CUDA performance penalty when running in Windows

There is a fair amount of overhead in sending GPU hardware commands through the WDDM stack.

As you've discovered, this means that under WDDM (only) GPU commands can get "batched" to amortize this overhead. The batching process may (probably will) introduce some latency, which can be variable, depending on what else is going on.

The best solution under windows is to switch the operating mode of the GPU from WDDM to TCC, which can be done via the nvidia-smi command, but it is only supported on Tesla GPUs and certain members of the Quadro family of GPUs -- i.e. not GeForce. (It also has the side effect of preventing the device from being used as a windows accelerated display adapter, which might be relevant for a Quadro device or a few specific older Fermi Tesla GPUs.)
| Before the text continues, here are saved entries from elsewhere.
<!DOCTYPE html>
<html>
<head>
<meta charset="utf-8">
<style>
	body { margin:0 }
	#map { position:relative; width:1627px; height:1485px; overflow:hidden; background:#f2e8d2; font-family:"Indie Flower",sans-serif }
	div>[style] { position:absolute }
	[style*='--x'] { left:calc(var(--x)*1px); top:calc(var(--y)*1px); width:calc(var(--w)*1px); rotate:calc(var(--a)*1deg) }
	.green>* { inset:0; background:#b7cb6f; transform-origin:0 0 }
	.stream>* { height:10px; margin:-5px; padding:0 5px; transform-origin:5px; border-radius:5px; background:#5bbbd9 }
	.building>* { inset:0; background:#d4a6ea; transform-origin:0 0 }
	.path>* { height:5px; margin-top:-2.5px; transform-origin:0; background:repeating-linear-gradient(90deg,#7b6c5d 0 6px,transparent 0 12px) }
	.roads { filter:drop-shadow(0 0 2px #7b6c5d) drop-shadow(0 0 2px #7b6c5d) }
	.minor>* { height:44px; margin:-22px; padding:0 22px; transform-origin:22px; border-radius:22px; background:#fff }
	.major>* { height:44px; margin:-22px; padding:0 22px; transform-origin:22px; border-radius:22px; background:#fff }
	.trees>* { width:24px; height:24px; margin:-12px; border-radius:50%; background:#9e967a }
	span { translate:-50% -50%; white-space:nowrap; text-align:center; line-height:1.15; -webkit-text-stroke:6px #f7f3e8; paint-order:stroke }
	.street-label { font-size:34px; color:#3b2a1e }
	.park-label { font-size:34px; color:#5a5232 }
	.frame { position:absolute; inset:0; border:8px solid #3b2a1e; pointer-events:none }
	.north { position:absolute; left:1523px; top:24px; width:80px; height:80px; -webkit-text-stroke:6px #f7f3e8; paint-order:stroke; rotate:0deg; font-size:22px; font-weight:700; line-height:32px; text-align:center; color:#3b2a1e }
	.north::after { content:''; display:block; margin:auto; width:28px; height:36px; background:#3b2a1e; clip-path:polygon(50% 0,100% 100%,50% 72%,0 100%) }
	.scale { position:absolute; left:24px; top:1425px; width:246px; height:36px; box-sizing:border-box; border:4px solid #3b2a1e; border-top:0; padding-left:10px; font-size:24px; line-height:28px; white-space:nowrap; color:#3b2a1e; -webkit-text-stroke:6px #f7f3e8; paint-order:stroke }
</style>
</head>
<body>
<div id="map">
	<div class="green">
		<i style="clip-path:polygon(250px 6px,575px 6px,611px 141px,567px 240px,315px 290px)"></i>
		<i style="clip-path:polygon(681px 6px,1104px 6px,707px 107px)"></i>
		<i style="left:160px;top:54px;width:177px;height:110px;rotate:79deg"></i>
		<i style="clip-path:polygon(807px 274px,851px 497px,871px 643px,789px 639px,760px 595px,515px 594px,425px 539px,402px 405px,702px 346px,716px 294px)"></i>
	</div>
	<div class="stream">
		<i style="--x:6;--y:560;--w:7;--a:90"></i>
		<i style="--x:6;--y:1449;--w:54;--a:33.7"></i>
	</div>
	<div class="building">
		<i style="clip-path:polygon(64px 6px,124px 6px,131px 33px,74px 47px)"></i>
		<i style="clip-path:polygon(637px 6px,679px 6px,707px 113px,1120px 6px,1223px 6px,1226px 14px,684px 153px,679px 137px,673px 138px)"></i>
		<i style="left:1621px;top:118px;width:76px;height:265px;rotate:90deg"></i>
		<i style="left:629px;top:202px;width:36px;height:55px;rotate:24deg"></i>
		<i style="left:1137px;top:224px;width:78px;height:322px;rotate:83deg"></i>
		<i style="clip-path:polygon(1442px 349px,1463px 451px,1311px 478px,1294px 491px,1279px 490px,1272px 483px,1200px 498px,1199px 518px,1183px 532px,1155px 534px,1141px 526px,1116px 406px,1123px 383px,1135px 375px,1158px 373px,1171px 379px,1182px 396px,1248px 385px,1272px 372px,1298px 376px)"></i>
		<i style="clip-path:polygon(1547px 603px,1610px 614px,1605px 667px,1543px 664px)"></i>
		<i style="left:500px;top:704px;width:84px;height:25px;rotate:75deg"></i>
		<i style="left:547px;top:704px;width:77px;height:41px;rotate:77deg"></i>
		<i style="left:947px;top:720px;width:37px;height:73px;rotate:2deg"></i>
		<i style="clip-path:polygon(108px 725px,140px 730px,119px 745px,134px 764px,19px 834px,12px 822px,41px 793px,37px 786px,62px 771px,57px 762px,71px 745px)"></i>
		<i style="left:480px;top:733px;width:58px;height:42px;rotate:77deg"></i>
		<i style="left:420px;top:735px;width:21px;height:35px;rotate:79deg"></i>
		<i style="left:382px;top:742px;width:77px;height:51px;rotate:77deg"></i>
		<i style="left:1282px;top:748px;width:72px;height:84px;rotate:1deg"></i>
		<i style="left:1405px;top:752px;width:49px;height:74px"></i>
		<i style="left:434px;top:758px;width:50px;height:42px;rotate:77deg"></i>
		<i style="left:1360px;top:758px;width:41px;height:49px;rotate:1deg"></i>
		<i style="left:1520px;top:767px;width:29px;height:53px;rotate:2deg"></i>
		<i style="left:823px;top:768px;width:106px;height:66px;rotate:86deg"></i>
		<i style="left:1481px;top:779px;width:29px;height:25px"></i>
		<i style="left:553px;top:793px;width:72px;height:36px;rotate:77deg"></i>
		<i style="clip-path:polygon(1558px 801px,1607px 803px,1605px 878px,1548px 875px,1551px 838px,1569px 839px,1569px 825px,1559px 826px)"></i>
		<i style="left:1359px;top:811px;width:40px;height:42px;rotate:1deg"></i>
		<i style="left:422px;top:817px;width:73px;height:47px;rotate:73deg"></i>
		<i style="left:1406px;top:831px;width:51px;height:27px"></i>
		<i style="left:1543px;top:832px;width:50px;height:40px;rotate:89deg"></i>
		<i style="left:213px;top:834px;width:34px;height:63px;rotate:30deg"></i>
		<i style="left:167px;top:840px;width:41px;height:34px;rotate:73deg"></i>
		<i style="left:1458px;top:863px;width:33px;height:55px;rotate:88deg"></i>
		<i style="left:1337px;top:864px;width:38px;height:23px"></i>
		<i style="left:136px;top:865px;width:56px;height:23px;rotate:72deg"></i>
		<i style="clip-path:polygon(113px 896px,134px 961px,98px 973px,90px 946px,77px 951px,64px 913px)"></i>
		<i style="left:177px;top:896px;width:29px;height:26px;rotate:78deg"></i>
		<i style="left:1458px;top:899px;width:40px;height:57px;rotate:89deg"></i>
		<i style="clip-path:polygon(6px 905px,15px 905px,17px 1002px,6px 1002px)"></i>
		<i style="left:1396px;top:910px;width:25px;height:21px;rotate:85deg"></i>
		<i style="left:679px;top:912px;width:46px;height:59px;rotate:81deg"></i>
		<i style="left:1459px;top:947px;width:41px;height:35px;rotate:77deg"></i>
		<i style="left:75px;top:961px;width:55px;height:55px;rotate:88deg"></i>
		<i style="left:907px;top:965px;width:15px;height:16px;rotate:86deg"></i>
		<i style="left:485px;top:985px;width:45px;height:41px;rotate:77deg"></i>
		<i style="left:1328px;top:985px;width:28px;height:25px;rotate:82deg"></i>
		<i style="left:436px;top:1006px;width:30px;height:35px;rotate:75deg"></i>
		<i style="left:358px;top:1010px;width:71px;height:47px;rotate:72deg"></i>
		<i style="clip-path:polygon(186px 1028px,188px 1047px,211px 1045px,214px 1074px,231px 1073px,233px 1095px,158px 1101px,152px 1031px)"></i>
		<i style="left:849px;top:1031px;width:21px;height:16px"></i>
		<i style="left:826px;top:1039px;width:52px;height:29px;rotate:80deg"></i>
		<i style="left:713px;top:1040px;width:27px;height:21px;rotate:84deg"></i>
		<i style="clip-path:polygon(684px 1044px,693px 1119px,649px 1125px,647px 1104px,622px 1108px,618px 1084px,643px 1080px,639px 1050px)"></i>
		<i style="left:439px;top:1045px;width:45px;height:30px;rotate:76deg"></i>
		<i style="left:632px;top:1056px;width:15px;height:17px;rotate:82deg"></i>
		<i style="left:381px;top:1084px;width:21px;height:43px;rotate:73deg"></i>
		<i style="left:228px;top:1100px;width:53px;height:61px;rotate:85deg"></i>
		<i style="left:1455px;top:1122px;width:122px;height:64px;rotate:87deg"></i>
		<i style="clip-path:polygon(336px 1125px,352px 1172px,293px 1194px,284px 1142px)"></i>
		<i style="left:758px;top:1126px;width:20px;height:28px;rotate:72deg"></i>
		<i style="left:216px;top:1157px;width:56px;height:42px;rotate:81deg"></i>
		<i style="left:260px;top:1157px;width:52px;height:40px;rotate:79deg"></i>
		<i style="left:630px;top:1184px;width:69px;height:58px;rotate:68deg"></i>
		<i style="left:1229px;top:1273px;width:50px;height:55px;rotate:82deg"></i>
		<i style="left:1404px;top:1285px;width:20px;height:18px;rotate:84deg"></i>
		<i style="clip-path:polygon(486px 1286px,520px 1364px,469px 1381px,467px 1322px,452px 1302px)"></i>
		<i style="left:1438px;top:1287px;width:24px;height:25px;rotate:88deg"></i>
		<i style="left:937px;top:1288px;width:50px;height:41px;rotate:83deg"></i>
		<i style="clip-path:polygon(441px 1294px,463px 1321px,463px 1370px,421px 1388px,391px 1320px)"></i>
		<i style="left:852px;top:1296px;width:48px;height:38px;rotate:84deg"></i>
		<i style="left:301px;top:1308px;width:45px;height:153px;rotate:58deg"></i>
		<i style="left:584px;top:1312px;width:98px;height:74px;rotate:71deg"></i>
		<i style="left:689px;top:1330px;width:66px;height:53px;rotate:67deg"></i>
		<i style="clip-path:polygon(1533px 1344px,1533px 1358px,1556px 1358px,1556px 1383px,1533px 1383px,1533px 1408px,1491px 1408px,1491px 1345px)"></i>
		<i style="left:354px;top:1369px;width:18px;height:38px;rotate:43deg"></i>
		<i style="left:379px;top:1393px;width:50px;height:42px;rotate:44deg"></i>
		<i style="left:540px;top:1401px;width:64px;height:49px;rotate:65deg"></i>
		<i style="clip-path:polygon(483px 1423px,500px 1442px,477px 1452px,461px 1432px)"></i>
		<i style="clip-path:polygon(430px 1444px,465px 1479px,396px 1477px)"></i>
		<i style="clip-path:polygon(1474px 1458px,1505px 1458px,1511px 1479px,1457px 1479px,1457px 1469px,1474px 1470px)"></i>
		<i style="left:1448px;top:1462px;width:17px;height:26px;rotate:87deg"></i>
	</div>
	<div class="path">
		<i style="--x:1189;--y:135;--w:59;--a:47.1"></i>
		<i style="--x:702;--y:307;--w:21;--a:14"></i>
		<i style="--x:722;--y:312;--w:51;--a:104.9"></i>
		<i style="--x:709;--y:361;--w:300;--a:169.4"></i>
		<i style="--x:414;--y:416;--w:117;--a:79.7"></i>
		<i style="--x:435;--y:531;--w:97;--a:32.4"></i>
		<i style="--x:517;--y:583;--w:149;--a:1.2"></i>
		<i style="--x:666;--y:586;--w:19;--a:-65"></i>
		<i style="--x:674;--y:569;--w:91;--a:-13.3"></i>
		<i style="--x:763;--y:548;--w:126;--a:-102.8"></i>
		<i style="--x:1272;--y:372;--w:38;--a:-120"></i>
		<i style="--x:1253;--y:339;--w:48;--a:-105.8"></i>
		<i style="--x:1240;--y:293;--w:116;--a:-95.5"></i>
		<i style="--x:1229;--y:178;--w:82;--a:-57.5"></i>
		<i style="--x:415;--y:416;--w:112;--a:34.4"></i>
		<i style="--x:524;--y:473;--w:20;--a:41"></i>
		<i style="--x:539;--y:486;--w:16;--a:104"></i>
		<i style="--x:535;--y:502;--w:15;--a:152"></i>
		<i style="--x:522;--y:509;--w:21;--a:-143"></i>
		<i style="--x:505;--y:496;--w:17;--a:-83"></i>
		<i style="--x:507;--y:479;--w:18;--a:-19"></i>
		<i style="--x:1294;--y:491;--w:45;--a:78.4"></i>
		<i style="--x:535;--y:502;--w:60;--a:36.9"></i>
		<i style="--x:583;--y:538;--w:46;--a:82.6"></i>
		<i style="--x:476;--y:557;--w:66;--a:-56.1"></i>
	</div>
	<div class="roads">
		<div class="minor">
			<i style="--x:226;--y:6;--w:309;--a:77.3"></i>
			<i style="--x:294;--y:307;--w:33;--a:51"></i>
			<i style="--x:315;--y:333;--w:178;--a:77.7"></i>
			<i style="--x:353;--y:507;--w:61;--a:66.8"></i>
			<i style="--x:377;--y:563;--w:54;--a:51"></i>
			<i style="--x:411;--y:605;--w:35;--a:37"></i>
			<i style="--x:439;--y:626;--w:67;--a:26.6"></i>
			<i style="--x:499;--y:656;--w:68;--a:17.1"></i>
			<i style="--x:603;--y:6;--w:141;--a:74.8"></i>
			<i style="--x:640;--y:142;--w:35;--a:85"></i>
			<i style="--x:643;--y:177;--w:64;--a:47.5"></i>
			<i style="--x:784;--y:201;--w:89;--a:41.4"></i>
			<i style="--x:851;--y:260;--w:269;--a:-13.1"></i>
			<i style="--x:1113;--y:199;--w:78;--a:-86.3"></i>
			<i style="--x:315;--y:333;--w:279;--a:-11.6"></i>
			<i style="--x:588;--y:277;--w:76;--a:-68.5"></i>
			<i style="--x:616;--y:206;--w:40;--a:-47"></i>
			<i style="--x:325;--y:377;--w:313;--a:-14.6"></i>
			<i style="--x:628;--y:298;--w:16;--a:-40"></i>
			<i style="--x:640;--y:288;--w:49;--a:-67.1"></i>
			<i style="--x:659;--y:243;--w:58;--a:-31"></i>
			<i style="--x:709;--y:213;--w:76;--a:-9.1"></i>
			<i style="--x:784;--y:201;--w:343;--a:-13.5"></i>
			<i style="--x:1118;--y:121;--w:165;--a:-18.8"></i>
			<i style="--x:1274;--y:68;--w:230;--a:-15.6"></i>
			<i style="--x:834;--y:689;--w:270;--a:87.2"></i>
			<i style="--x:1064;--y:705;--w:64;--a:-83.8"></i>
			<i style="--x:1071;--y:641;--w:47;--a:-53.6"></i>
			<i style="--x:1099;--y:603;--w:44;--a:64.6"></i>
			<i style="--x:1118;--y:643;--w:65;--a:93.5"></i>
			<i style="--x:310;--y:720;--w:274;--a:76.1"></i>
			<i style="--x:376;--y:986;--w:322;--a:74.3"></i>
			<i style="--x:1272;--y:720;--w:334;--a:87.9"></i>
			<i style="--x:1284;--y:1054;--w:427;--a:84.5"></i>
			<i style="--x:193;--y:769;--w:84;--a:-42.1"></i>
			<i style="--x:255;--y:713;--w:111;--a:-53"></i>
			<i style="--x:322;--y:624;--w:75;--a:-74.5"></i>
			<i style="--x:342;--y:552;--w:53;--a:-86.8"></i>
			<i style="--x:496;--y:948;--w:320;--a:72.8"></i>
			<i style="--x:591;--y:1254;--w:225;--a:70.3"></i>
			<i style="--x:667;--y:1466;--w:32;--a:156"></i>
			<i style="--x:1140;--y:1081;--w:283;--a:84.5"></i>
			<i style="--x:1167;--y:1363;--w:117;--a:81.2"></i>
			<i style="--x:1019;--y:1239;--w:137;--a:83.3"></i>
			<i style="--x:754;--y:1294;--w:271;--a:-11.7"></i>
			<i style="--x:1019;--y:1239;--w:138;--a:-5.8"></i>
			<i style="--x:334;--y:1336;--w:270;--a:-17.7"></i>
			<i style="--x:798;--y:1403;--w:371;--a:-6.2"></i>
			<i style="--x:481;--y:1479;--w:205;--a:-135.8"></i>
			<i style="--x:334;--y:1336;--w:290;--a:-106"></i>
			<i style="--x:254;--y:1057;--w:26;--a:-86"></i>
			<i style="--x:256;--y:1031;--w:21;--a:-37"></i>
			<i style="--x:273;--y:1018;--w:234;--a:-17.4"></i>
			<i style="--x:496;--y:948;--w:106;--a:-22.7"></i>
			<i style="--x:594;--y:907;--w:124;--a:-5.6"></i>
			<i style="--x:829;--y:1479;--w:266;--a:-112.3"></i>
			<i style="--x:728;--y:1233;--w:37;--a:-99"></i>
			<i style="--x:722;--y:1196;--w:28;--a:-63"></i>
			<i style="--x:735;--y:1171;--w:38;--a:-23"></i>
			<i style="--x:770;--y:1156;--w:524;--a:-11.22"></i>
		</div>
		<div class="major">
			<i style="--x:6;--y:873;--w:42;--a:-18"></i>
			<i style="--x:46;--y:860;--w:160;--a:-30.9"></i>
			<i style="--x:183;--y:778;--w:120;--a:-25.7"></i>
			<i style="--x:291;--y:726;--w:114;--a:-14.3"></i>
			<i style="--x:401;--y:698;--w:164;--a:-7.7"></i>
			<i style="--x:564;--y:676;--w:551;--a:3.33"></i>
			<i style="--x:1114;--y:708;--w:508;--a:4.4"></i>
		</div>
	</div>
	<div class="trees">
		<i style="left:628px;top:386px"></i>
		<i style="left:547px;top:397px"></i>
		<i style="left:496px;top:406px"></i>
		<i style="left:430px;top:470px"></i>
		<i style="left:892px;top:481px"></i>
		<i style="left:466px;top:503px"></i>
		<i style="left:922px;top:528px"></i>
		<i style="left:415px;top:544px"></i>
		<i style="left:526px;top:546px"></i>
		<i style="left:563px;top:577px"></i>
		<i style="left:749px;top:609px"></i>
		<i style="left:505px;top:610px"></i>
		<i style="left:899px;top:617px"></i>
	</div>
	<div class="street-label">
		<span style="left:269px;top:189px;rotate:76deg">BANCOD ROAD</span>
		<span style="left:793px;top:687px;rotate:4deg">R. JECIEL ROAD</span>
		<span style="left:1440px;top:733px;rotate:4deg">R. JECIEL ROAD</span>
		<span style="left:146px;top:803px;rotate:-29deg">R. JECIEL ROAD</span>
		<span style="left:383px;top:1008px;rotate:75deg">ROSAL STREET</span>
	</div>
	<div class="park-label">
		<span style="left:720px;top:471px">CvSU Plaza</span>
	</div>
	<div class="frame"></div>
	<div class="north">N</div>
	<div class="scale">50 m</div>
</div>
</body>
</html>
AFAIK there is no officially documented method to circumvent or affect the WDDM batching process in the driver, but unofficially I've heard , according to Greg@NV in this link the command to issue after the cuda kernel call is cudaEventQuery(0); which may/should cause the WDDM batch queue to "flush" to the GPU.

As Greg points out, extensive use of this mechanism will wipe out the amortization benefit, and may do more harm than good.

EDIT: moving forward to 2016, a newer recommendation for a "low-impact" flush of the WDDM command queue would be cudaStreamQuery(stream);

EDIT2: Using recent drivers on windows, you should be able to place Titan family GPUs in TCC mode, assuming you have some other GPU set up for primary display. The nvidia-smi tool will allow you to switch modes (using nvidia-smi --help for more info).

Additional info about the TCC driver model can be found in the windows install guide, including that it may reduce the latency of kernel launches.

The statement about TCC support is a general one. Not all Quadro GPUs are supported. The final determinant of support for TCC (or not) on a particular GPU is the nvidia-smi tool. Nothing here should be construed as a guarantee of support for TCC on your particular GPU.